Так продолжалось час за часом, день за днем, неделя за неделей.
А организм, между тем, восстанавливался. Полностью ушла температура, исчезли озноб и вялость, постепенно перестал болеть, кровить и гноиться обрубок, медленно покрываясь плотной рубцующейся тканью. Здесь давал знать о себе и строгий распорядок в лечении, которому Добрынин следовал неукоснительно, и питание, и, в гораздо большей степени, железобетонное здоровье его организма, жизненные резервы которого были достаточно велики, чтобы восстановиться даже после такого поражения. Но это было лишь верхний слой. Тело, благополучно преодолев кризис, продолжало жить. А вот дух… С ним обстояло гораздо хуже.
До этого момента Данил жил только одной целью. С этой целью он прошел путь в две тысячи километров, с этой целью он работал в Пензе, с этой целью пошел в детский сад, жил и ждал здесь назначенного срока. Эту цель он обдумывал и обсасывал с разных сторон, от нее отталкивался, строя дальнейшие планы… Но что делать теперь, когда цель недостижима? Что делать теперь, когда исчезла даже сама возможность движения к ней?.. Для того чтобы работать в нужном направлении, необходимо то, чего у него теперь нет – здоровое и сильное тело, тело со всеми конечностями, что изначально дала человеку природа! Как сможет он двигаться вперед, если даже по своей комнате передвигается либо ползком, либо на четвереньках, либо прыжками от стены к стене?!.. Это был тупик. И все чаще и чаше он смотрел на стоящий в углу у окна винторез. Всего один патрон – и его проблемы закончатся.
Однако другая часть его натуры – из самой глубины, с таких задворок сознания, о которых он даже и не подозревал – строго-настрого запрещала ему даже и думать о самоубийстве. Взять в руки винтовку и направить ствол на себя – это слабость. Слабость – и предательство. Это предательство не только самого себя – но и всех тех, кто зависел от него, кто, возможно, ждал его помощи. А значит – он во что бы то ни стало должен был подняться на ноги. Но как? Как сможет он теперь воевать, не будучи полноценным человеком? На костыле? С палочкой? На деревянной ходуле? Как?!!
Ответа на этот вопрос у него не было.
И все же… постепенно он отходил.
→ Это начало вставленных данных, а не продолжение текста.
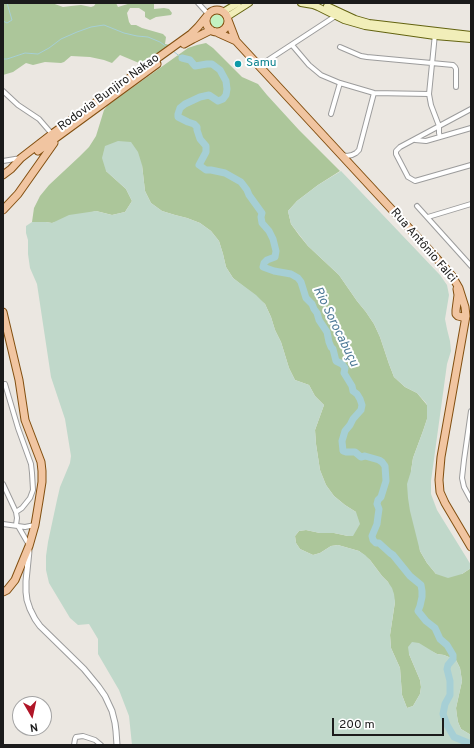 <!DOCTYPE html>
<meta charset="utf-8">
<style>
body{margin:0}
#map{position:relative;width:474px;height:748px;overflow:hidden;background:#ebe7e1;font-family:Overpass,sans-serif}
canvas{display:block}
.frame{position:absolute;inset:0;border:4px solid #1b1b1b;pointer-events:none}
.north{position:absolute;left:12px;top:696px;width:40px;height:40px;box-sizing:border-box;background:#fff;border:1px solid #a4a4a4;border-radius:50%;rotate:171deg;font-size:11px;font-weight:700;line-height:16px;text-align:center;color:#1b1b1b}
.north::after{content:'';display:block;margin:auto;width:14px;height:18px;background:#b01527;clip-path:polygon(50% 0,100% 100%,50% 72%,0 100%)}
.scale{position:absolute;left:332px;top:718px;width:112px;height:18px;box-sizing:border-box;border:2px solid #1b1b1b;border-top:0;padding-left:5px;font-size:12px;line-height:14px;white-space:nowrap;color:#1b1b1b;-webkit-text-stroke:3px #fff;paint-order:stroke}
</style>
<div id="map">
<canvas width="474" height="748"></canvas>
<div class="frame"></div>
<div class="north">N</div>
<div class="scale">200 m</div>
</div>
<script>
const ctx = document.querySelector('canvas').getContext('2d');
ctx.lineJoin = 'round';
function fill(path, color) {
  ctx.fillStyle = color;
  ctx.fill(path, 'evenodd');
}
function toPath(rows) {
  const path = new Path2D();
  for (const r of rows) {
    if (r.length === 3) {
      path.moveTo(r[0] + r[2], r[1]);
      path.arc(r[0], r[1], r[2], 0, 2 * Math.PI);
      continue;
    }
    path.moveTo(r[0], r[1]);
    for (let i = 2; i < r.length; i += 2) path.lineTo(r[i], r[i + 1]);
  }
  return path;
}
function trace(path, color, width, dash) {
  ctx.strokeStyle = color;
  ctx.lineWidth = width;
  ctx.lineCap = dash ? 'butt' : 'round';
  ctx.setLineDash(dash || []);
  ctx.stroke(path);
}
function label(font, color, halo, rows, align = 'center') {
  ctx.font = font + ' Overpass,sans-serif';
  ctx.lineWidth = 4;
  ctx.setLineDash([]);
  ctx.textBaseline = 'middle';
  ctx.strokeStyle = halo;
  ctx.fillStyle = color;
  for (const [text, x, y, turn = 0] of rows) {
    ctx.save();
    ctx.translate(x, y);
    ctx.rotate((+turn || 0) * Math.PI / 180);
    ctx.textAlign = isNaN(turn) ? turn : align;
    if (halo) ctx.strokeText(text, 0, 0);
    ctx.fillText(text, 0, 0);
    ctx.restore();
  }
}
fill(toPath([
 [3,3,52,3,63,7,71,6,81,5,91,7,94,6,96,3,116,3,118,7,131,3,154,3,154,9,164,8,169,9,172,13,171,15,156,17,150,20,145,17,145,12,139,8,130,8,127,13,129,22,131,25,136,25,142,28,163,34,166,37,165,44,171,45,166,50,147,59,143,62,139,63,120,55,112,63,104,60,90,57,71,56,64,62,61,63,45,62,33,65,26,63,13,72,3,75],
 [206,43,213,48,242,77,258,84,267,95,299,130,340,171,318,185,297,201,288,211,291,224,299,235,308,246,339,275,357,301,366,312,374,324,380,337,389,364,394,377,405,387,417,393,427,405,427,419,423,431,413,458,411,471,420,551,427,563,436,574,462,574,471,568,471,735,461,729,458,722,457,716,456,708,462,681,460,668,456,660,444,655,437,654,431,651,409,654,420,680,421,687,420,694,413,706,407,708,402,695,400,668,391,648,390,635,395,602,388,582,382,576,370,560,359,551,338,545,331,546,320,553,313,555,300,549,296,543,295,536,299,531,306,530,320,533,334,533,348,536,356,512,345,505,334,496,326,485,320,470,316,444,315,430,324,405,315,396,309,385,295,380,289,368,281,342,275,330,271,317,265,304,233,278,226,267,223,254,219,241,211,231,200,223,187,218,175,215,162,211,151,203,145,191,142,165,106,171,126,189,132,201,125,212,112,215,96,211,52,223,46,222,32,222,34,208,40,196,49,185,79,157,89,147,96,136,104,110,108,105,188,48,197,45]
]), '#acc69a');
fill(toPath([
 [118,141,131,142,138,152,142,165,145,191,151,203,162,211,175,215,187,218,200,223,211,231,219,241,223,254,226,267,233,278,256,295,265,304,271,317,275,330,281,342,289,368,295,380,309,385,315,396,324,405,315,430,316,444,320,470,326,485,334,496,345,505,356,512,360,524,353,536,348,536,334,533,320,533,306,530,299,531,295,536,296,543,300,549,313,555,320,553,331,546,338,545,359,551,365,555,370,560,382,576,388,582,392,588,394,594,395,602,394,608,390,635,391,648,400,668,402,695,407,708,413,706,420,694,421,687,420,680,409,654,408,647,412,642,419,643,437,654,444,655,456,660,460,668,462,681,456,708,457,716,458,722,461,729,471,735,471,745,132,745,129,716,119,690,98,654,98,639,89,624,78,625,70,618,49,583,46,570,46,556,48,542,57,500,60,487,70,463,71,456,65,419,51,377,37,284,30,268,28,254,28,240,26,233,26,226,32,222,46,222,52,223,69,215,96,211,112,215,125,212,132,201,126,189,106,171,102,158,105,146],
 [341,171,440,275,447,285,449,295,445,319,447,329,450,341,451,351,447,364,431,481,431,494,437,510,471,565,471,568,462,574,448,578,436,574,427,563,420,551,410,511,408,498,407,484,411,471,413,458,423,431,427,419,427,405,426,403,417,393,405,387,394,377,389,364,380,337,374,324,366,312,357,301,339,275,308,246,291,224,288,211,297,201,318,185]
]), '#c0d8ca');
fill(toPath([
 [217,22,8]
]), '#c3f2c1');
trace(toPath([
 [3,21,7,23,12,20,7,3],
 [173,51,182,58],
 [3,59,7,59,25,53,38,54,49,48,61,39,77,32,91,27,104,25,124,33,137,36,148,37,160,42,167,47]
]), '#a6cfd5', 1);
trace(toPath([
 [182,58,190,60,195,66,207,64,212,64,220,70,226,81,227,89,226,95,223,99,218,101,209,95,200,97,185,104,180,108,178,114,178,117,188,122,194,124,197,127,197,130,200,139,206,146,206,152,199,165,206,170,211,170,225,173,241,182,247,190,249,195,262,213,261,217,262,223,269,231,273,239,276,251,275,257,267,260,264,263,263,267,274,271,291,274,298,278,301,282,306,298,312,304,314,309,317,313,319,320,327,332,329,342,331,347,333,349,336,361,342,364,345,368,344,373,352,386,353,391,357,394,360,399,362,405,361,410,353,419,350,425,345,431,342,441,343,451,346,452,355,452,361,457,365,456,379,460,382,462,385,466,386,481,381,497,378,500,377,504,379,509,378,516,377,524,372,536,373,540,376,543,379,543,390,553,393,555,410,576,421,585,422,591,422,597,420,606,418,611,426,621,435,628,440,639,447,645,453,655,453,659,448,665,447,669,450,681,450,695,445,704,443,714,447,725,454,737,471,744]
]), '#a6cfd5', 7);
const minor = toPath([
 [198,3,209,15],
 [435,34,429,94,431,105,439,126,439,133,440,137],
 [292,45,309,65,321,75,340,83,374,93,429,94],
 [340,47,361,56,367,57,453,65,455,67,456,69,456,87],
 [259,66,337,15],
 [3,91,18,105,39,119,52,134],
 [471,109,400,147,396,151,396,154,408,177,415,181,471,165],
 [331,114,340,83],
 [415,140,426,141,471,128],
 [342,155,347,156,352,155,356,153,359,150,374,93],
 [3,161,21,158],
 [417,206,471,266],
 [428,217,471,204],
 [5,384,18,428,31,464,32,473,33,490,30,498,22,508,16,512],
 [471,411,464,460,462,478,464,487,471,500],
 [3,484,16,512,17,518,16,525],
 [3,524,25,527,35,525],
 [18,526,29,545],
 [74,745,75,739,76,737,83,736,95,740,101,745]
]);
const tertiary = toPath([
 [29,551,26,581,26,592,27,600,30,609,35,619,40,626,84,669,98,686,105,696,112,711,115,723,116,731,117,745]
]);
const secondary = toPath([
 [301,3,313,5,318,7,344,20,365,26,435,36,471,39],
 [327,6,355,19,369,23,471,35],
 [223,12,238,3],
 [227,17,249,3]
]);
const primary = toPath([
 [217,21,11],
 [228,20,236,41,432,253,452,276,459,288,465,307,466,316,441,457,439,480,440,492,445,503,471,547],
 [216,32,236,41],
 [184,44,193,39,211,30],
 [38,151,157,64],
 [3,175,11,169,21,158,52,134,191,34,198,27,207,16],
 [3,210,18,194,54,143],
 [457,289,458,295,456,310,456,314,458,316,462,317,466,316],
 [3,312,19,380,25,420,41,462,42,471,42,482,39,501,35,525,29,546,15,580,7,590,3,592]
]);
trace(minor, '#9c9c9c', 6);
trace(tertiary, '#9c9c9c', 7);
trace(secondary, '#636310', 8);
trace(primary, '#824f10', 9);
trace(minor, '#fff', 4);
trace(tertiary, '#fff', 5);
trace(secondary, '#f1eeb9', 6);
trace(primary, '#f1c5a1', 7);
for (const [x, y, r, color] of [
 [238,64,4,"#0f9aa8"]
]) {
  const dot = new Path2D();
  dot.arc(x, y, r, 0, 2 * Math.PI);
  ctx.fillStyle = color;
  ctx.fill(dot);
  trace(dot, '#fff', 1.5);
}
label('12px', '#0d838f', '#fff', [
 ["Samu",246,64]
], 'left');
label('12px', '#1b1b1b', '#fff', [
 ["Rodovia Bunjiro Nakao",109,93,-36],
 ["Rua Antônio Falci",423,246,49]
]);
label('italic 13px', '#507b98', '#fff', [
 ["Rio Sorocabuçu",335,327,64]
]);
</script> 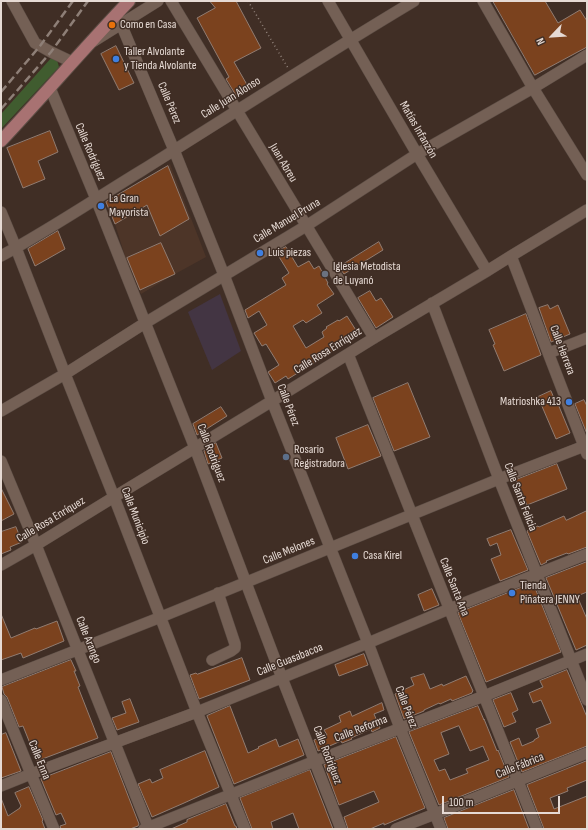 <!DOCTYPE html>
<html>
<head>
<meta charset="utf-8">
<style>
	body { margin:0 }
	#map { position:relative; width:588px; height:830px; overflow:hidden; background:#402e25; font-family:"Sofia Sans Condensed",sans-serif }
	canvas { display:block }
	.frame { position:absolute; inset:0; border:2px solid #e6dad4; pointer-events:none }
	.north { position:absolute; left:532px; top:16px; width:40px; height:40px; -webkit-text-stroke:3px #402e25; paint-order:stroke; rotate:245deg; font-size:11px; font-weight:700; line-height:16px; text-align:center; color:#e6dad4 }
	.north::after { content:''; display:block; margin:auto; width:14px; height:18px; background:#e6dad4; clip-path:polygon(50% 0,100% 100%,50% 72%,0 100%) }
	.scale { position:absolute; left:442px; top:796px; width:118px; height:18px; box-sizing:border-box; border:2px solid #e6dad4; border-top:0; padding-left:5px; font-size:12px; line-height:14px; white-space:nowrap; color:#e6dad4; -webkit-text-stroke:3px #402e25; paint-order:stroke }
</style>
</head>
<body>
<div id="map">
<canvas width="588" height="830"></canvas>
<div class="frame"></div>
<div class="north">N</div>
<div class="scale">100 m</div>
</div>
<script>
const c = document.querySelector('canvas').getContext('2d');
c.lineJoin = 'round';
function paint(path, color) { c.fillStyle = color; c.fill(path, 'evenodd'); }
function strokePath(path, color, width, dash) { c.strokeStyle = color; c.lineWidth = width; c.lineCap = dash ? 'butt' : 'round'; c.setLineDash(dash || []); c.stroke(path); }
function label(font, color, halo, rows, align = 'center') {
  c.font = font + ' "Sofia Sans Condensed",sans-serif'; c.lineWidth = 3; c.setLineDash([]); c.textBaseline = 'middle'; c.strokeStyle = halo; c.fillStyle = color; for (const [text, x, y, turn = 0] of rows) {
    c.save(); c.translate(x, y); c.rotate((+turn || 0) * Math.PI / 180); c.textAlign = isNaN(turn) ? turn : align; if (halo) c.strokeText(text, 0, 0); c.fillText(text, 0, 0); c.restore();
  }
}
paint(new Path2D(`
	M170,164L206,257L175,274L141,294L126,259L115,224L106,202Z`), '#4d3528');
paint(new Path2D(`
	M220,294L241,351L212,370L188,312Z`), '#433543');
paint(new Path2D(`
	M52,57L57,60L59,67L1,129V114Z`), '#405c2f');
const building = new Path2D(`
	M210,1H236L261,48L234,62L250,90L237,97L226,79L229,77L197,18L215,8Z
	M493,1H545L558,23L580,10L587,21V47L535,75Z
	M116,46L134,83L119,90L101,54Z
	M50,131L58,152L38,161L45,179L23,188L7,148Z
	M168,166L189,219L160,236L147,205L115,224L106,202Z
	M58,231L65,249L35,266L28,249Z
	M379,242L383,250L344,274L339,267Z
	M161,243L175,274L140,290L127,258Z
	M286,247L298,267L309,261L314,269L319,266L328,283L327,284L334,294L317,305L322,313L306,323L303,320L293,326L306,348L324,337L322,332L327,328L326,327L338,320L339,321L347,316L359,335L288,379L286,376L275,383L268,372L279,365L266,344L262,346L254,333L267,325L259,311L248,318L245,310L286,285L282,278L289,273L276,252Z
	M370,291L376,301L381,298L393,317L376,328L358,298Z
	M548,305L550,309L558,305L570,334L551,342L539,308Z
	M526,314L541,355L504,371L493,345L495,344L489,330Z
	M408,383L430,437L394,451L373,398Z
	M551,391L557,405L558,404L570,433L556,439L538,397Z
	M584,400L587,406V434L575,404Z
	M221,407L227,416L197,435L193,424Z
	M368,425L381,456L348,469L336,438Z
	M216,443L222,458L208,464L204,451Z
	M557,464L567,489L527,505L516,480Z
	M1,488L14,514L1,521Z
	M587,511V547L568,554L567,553L546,561L547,562L541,565L527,531L538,526L539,527L564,516L566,520Z
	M16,527L22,542L10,547L11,550L1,554V532Z
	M511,530L528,570L500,581L491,559L501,555L497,543L490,546L487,539Z
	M587,562V592L577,596L587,619V645L576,650L546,578Z
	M533,583L561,652L486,682L458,613Z
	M432,589L439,605L424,611L418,595Z
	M1,614L11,638L35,628L36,629L57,621L64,641L23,658L21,653L1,660Z
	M364,654L368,665L339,676L335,665Z
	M242,658L250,680L199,699L190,675L196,673L197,674Z
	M71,660L76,671H74L80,686L78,687L98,738L37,761L23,726L19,727L7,697L4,694L2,687Z
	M567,670L587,717V746L522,772L510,742L519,738L522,746L534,741V740L539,737L536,729L551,723L541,700L533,703L529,693L543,687L540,681Z
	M424,674L430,689L442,684L443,686L466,676L473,691L472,692V693L452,701L451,699L440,704L439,703L424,710V711L404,719L395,694L414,685L411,678Z
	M511,693L518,710L512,713L516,722L504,727L493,700Z
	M130,699L139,722L117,730L112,718L126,713L122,702Z
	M382,703L384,710L374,714L380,728L372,732L371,729L351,738L352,739L342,743L341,741L318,751L314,740L327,735L324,730L341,722L339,716L350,711L352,716Z
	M230,706L248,753L259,748L258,747L276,739L279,747L298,739L304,755L234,784L207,716Z
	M478,706L484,720V719L497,751L498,750L509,777L439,805L409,732ZM459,726L470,751L483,746L489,760L466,769L468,773L450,780L445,769L439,771L434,760L449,754L441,733Z
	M6,733L21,771L1,778V735Z
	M396,737L425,808L384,825V823L370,829H348L344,817L379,802L374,791L339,805L324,765Z
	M205,751L219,787L184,803L152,817L138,784L150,779L152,783L163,778L160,770Z
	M111,752L139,824L138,826L130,829H61L60,826L66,824L61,813L56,815L41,779Z
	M587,761V780L567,788L568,791L550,798L554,809L587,796V829H544L527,785Z
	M310,770L326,811L333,829H299L293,813L271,822L273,829H252L240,798Z
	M29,787L43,820L42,821L45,829H1V798L8,816L20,808V807L21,806L15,793Z
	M514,790L529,829H448L444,818Z
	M226,804L235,826H236L237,829H171L187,822V820Z`);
paint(building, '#7b421e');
strokePath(building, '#917c71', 1);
const minor = new Path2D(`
	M12,1L35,43L51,52L72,62
	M171,1L374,338
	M328,1L417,154L487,271
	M483,1L533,88L587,175
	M116,14L121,24L174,150L224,275L272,401L368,643L400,728L441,829
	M94,41L158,1
	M50,88L96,199L195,448L282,678L341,829
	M1,212L16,248L65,374L114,497L197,712L245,829
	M1,256C49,230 95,199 141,171C232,114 322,56 414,1
	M511,256L587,454
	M432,303L499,479L587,700
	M549,353L587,338
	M348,354L537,829
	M1,411L65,374L145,323L306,226L417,154L533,88L587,55
	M1,461L36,545L149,829
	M1,565L36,545L114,497L272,401L374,338L487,271L511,256L587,210
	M212,660L231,651L235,648V644L218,593
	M1,680L161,617L499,479L587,445
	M1,700L31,774L54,829
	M1,786L31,774L197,712L368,643L449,609L587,554
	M144,829L315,761L484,696L587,654
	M396,829L435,814L587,753`);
const major = new Path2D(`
	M1,141C44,95 85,47 129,1`);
strokePath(minor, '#5c4d45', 12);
strokePath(major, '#5c4d45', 14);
strokePath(new Path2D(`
	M248,1L288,68`), '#91827a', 1.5, [1, 3]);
strokePath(minor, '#746055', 11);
strokePath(major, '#a87272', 12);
strokePath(new Path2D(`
	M1,92L40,46L73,1
	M1,109L51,52L88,1`), '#8e7f77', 2.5, [8, 4]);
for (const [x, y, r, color] of [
	[112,25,4,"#e8710a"],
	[116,59,4,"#3f7fe0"],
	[101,206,4,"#3f7fe0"],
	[260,253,4,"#3f7fe0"],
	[325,274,4,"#6b7280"],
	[569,402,4,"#3f7fe0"],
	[286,457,4,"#5c6f8a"],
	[355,556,4,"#3f7fe0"],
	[512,593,4,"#3f7fe0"]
]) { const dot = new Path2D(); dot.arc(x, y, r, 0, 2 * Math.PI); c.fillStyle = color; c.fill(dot); strokePath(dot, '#402e25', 1.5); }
label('12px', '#e6dad4', '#402e25', [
	["Como en Casa",120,25],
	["Taller Alvolante",124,52],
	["y Tienda Alvolante",124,66],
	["La Gran",109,199],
	["Mayorista",109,213],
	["Luis piezas",268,253],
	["Iglesia Metodista",333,267],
	["de Luyanó",333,281],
	["Matrioshka 413",561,402,"right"],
	["Rosario",294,450],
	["Registradora",294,464],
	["Casa Kirel",363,556],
	["Tienda",520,586],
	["Piñatera JENNY",520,600]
], 'left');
label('12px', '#e6dad4', '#402e25', [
	["Calle Juan Alonso",231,98,-32],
	["Calle Pérez",169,103,67],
	["Matías Infanzón",418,130,60],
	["Calle Rodríguez",90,152,67],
	["Juan Abreu",283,163,59],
	["Calle Manuel Pruna",287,221,-31],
	["Calle Herrera",562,350,69],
	["Calle Rosa Enríquez",328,351,-32],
	["Calle Pérez",288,405,69],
	["Calle Rodríguez",211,453,69],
	["Calle Santa Felicia",520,497,69],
	["Calle Municipio",135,516,69],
	["Calle Rosa Enríquez",51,520,-31],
	["Calle Melones",289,551,-22],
	["Calle Santa Ana",454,587,68],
	["Calle Arango",88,640,68],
	["Calle Guasabacoa",290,660,-22],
	["Calle Pérez",406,707,69],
	["Calle Reforma",361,729,-21],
	["Calle Rodríguez",327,755,69],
	["Calle Enna",39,760,68],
	["Calle Fábrica",520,766,-22]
]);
</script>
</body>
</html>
Оживал. Оттаивал. Три месяца тоски, три месяца бездумного существования, три месяца жизни на грани отчаяния. Однако – всему есть предел. И если натура человека не предрасположена к меланхолии, то рано или поздно мозг устает копаться и искать ответы на теряющие первичную остроту вопросы – и начинает постепенно открываться навстречу жизни.
Такой момент наступил и у Добрынина.